La réglementation du secteur de l’immobilier est un autre projet engagé dernièrement par le ministère de l’Habitat. Le principal objectif de cette loi est d’organiser la profession de promotion immobilière en Algérie, en définissant la différence entre cette activité et celle d’entrepreneur. L’élaboration finale de cette loi sur la promotion immobilière se fera en concertation avec tous les professionnels de l’activité, avait annoncé le ministre de l’Habitat et de l’Urbanisme, Noureddine Moussa, lors d’une émission télévisée. Selon le premier responsable du secteur de l’Habitat, ce texte demeure en phase de projet. « Ce texte sur la promotion immobilière est actuellement en phase de projet de loi et son élaboration finale se fera dans le cadre d’une concertation avec les professionnels de l’activité », a affirmé l’orateur.

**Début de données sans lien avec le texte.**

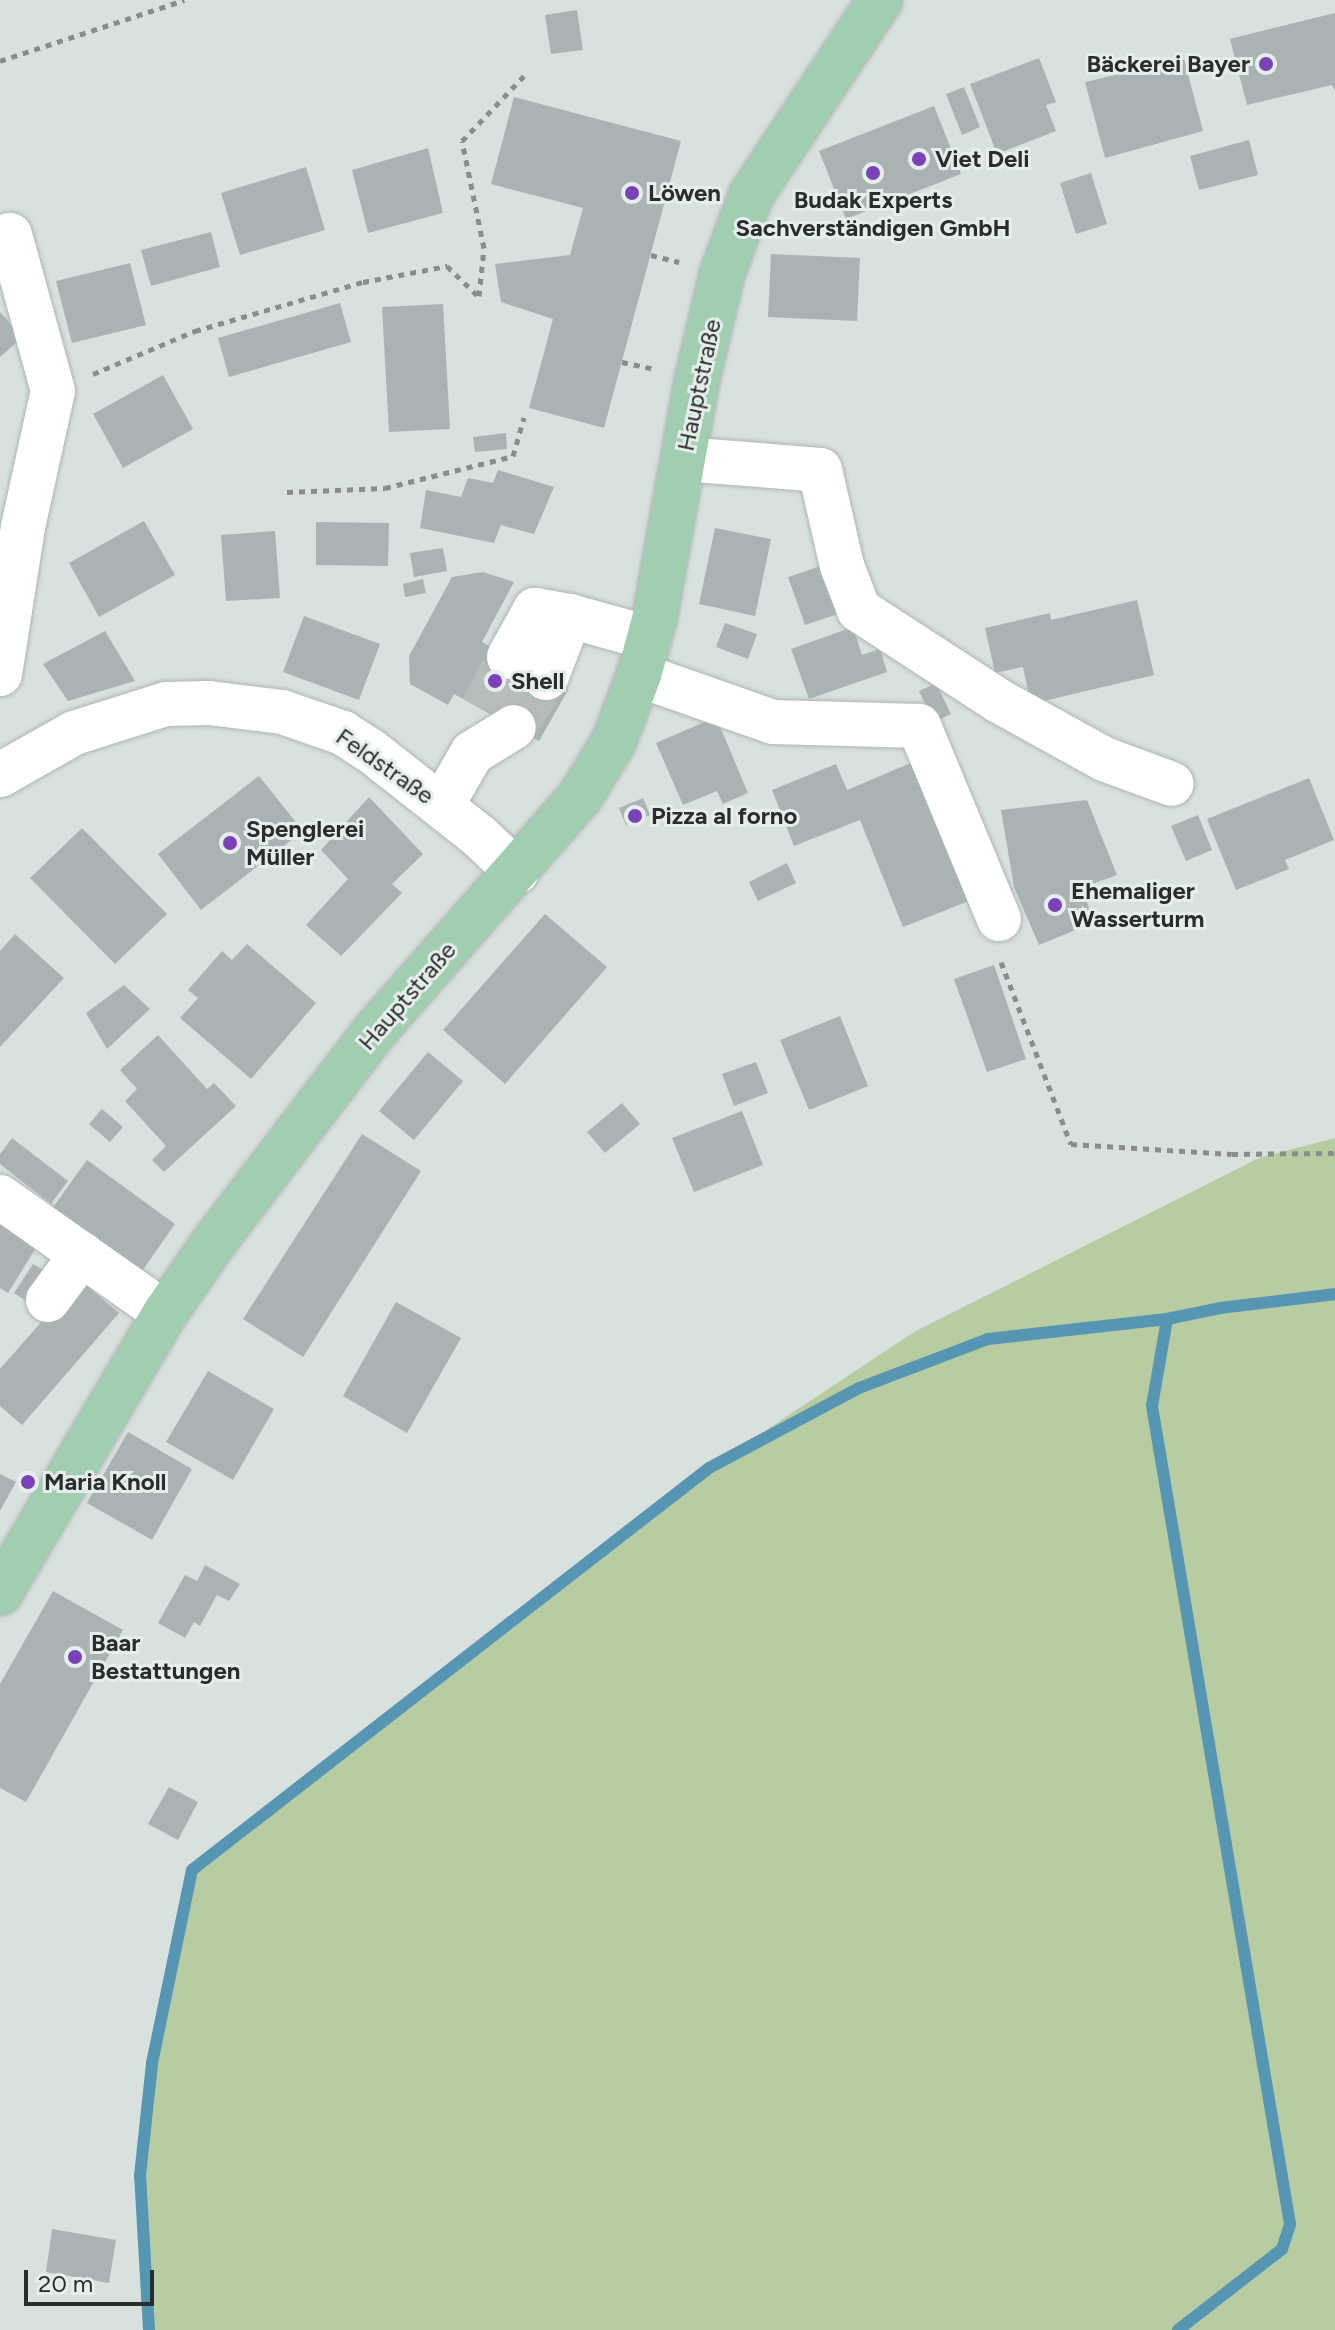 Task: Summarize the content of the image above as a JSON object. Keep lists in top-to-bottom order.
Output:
{
  "streets": {
    "main road": ["Hauptstraße"],
    "street": ["Feldstraße"]
  },
  "crossings": [
    ["Hauptstraße", "Feldstraße"]
  ],
  "places": [
    "Bäckerei Bayer",
    "Viet Deli",
    "Budak Experts Sachverständigen GmbH",
    "Löwen",
    "Shell",
    "Pizza al forno",
    "Spenglerei Müller",
    "Ehemaliger Wasserturm",
    "Maria Knoll",
    "Baar Bestattungen"
  ],
  "scale_bar": "20 m"
}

Selon les données avancées par M. Moussa, les promoteurs immobiliers détiennent la quasi-totalité des projets des promotions immobilières. Parmi les 1 281 promoteurs immobiliers recensés, 82% d’entre eux sont des privés et 18% relevant du secteur public, et 31 800 entrepreneurs immobiliers qualifiés sont actuellement inscrits au niveau du Fonds de garantie et de caution mutuelle de la promotion immobilière.
De même, et selon toujours les mêmes chiffres, 54% du programme de construction de logements sociaux participatifs (LSP) inscrits dans le projet d’un million de logements pour la période 2005-2009 ont été réalisés par des promoteurs privés, tandis que 46% des projets ont été réalisés par l’OPGI.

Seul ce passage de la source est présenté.